The core business concept has remained the same ever since. To this day, we utilize the same techniques to make traditional jacquard-woven products. We are a family business with values to match, and the concept of family extends to our employees. We focus on human-sized production scale, so that the entire chain is traceable, and the bare minimum is going to waste. Juha saw that there was little future for mass-scale production in Finland and found Lapuan Kankurit to focus on special items in smaller quantities. This is still the way we operate.
Breakthroughs in technology have seen improvements in production efficiency and quality. Before electrification, jacquard weaving machines required paper cards to produce a desired pattern, and bigger patterns required more paper, with considerable size limitations. Nowadays patterns are designed and executed with the help of computers, allowing for near-limitless sizes, patterns and colour combinations. The quality control of fabrics has also been perfected with technological advancements.

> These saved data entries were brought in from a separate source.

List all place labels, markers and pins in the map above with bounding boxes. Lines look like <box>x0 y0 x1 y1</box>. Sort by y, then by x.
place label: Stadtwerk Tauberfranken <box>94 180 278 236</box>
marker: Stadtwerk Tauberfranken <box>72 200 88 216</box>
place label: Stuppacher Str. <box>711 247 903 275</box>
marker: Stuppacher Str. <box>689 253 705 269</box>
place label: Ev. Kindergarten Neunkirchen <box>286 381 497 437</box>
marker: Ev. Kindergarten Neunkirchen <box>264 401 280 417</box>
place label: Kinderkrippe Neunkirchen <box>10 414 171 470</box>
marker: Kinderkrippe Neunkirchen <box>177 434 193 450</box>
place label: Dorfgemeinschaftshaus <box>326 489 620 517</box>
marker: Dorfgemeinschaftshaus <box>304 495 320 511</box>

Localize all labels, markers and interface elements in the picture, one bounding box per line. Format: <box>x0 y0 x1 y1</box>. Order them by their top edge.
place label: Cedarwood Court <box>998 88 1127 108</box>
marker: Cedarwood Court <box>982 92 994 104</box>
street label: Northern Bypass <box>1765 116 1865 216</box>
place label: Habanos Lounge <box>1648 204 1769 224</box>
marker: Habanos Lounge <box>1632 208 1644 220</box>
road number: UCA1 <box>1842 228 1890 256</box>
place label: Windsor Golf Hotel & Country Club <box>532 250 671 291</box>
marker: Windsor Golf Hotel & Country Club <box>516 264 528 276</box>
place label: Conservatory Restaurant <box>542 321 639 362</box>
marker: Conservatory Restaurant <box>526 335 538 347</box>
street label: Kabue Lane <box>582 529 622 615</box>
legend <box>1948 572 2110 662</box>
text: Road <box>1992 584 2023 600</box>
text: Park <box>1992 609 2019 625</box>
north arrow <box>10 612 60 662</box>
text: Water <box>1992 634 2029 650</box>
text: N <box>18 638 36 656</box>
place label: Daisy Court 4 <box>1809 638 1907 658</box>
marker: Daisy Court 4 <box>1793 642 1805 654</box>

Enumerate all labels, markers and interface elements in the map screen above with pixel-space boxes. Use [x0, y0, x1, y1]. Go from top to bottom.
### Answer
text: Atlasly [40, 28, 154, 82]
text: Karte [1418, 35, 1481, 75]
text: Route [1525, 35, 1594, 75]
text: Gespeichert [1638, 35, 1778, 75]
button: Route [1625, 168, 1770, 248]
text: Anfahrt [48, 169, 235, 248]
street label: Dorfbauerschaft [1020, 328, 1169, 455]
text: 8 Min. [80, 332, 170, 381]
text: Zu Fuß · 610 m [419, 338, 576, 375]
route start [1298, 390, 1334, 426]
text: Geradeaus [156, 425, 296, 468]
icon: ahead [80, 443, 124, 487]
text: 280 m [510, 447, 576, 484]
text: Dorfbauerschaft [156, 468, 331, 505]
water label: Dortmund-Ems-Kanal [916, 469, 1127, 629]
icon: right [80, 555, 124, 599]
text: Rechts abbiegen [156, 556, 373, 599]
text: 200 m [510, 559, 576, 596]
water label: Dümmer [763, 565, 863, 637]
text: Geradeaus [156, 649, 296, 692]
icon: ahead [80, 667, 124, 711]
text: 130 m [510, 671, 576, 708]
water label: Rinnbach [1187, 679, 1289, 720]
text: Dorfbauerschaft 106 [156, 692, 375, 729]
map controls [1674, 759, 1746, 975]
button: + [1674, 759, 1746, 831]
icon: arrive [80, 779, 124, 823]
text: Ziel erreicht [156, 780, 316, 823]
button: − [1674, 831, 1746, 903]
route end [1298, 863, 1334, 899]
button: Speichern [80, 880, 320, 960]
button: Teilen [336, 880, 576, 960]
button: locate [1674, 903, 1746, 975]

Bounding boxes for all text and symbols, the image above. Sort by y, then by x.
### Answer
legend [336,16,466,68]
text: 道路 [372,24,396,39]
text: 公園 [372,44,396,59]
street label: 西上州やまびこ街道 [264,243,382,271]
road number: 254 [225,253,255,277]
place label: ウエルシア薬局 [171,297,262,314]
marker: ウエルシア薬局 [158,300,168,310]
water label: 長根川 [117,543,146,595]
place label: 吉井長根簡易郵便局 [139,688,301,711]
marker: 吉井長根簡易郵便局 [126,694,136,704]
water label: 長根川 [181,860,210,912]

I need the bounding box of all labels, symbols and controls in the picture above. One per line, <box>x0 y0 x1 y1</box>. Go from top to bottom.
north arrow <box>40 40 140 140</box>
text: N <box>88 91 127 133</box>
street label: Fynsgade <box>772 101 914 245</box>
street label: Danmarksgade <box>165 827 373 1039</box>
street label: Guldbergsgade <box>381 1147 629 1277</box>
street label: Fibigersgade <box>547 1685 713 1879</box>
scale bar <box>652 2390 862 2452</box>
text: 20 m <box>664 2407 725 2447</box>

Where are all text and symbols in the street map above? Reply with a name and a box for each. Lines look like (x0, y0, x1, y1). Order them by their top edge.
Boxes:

Ever the trailblazers, the visionaries of Lapuan Kankurit have not been satisfied with solely improving upon the old. They have also trekked on new-found areas of expertise – or more aptly, areas which have been found anew. – We are taking steps to incorporate plant dyes into our production cycle and have made heavy investments to build our own finishing plant and spinning mill for Finnish sheep wool products. A lot of these crafts and knowhow vanished from Finland altogether for a time.
Our aim is to not only bring these traditions back to life, but to also bring them to the 21st century with developed techniques and advanced machinery, says Jaana Hjelt.
Though the heart of Lapuan Kankurit has remained the same since Juha Hjelt’s time, each new generation has brought something new to the midst. – Juha and Liisa had their own dreams for the company. For Esko and Jaana, the dream today is to focus on the future: what we leave behind for the future generations, what is required to keep doing what we are doing in the future and how to do it with the environment in mind.
We take matters of responsibility, circular economy, locality and the sourcing of materials seriously. This is why we invest in things such as Finnish sheep’s wool, plant dyes and education – it’s all investing in the future. We may not see short-term profits with these actions, but hopefully, in 10 or 20 years’ time, the results will speak for themselves.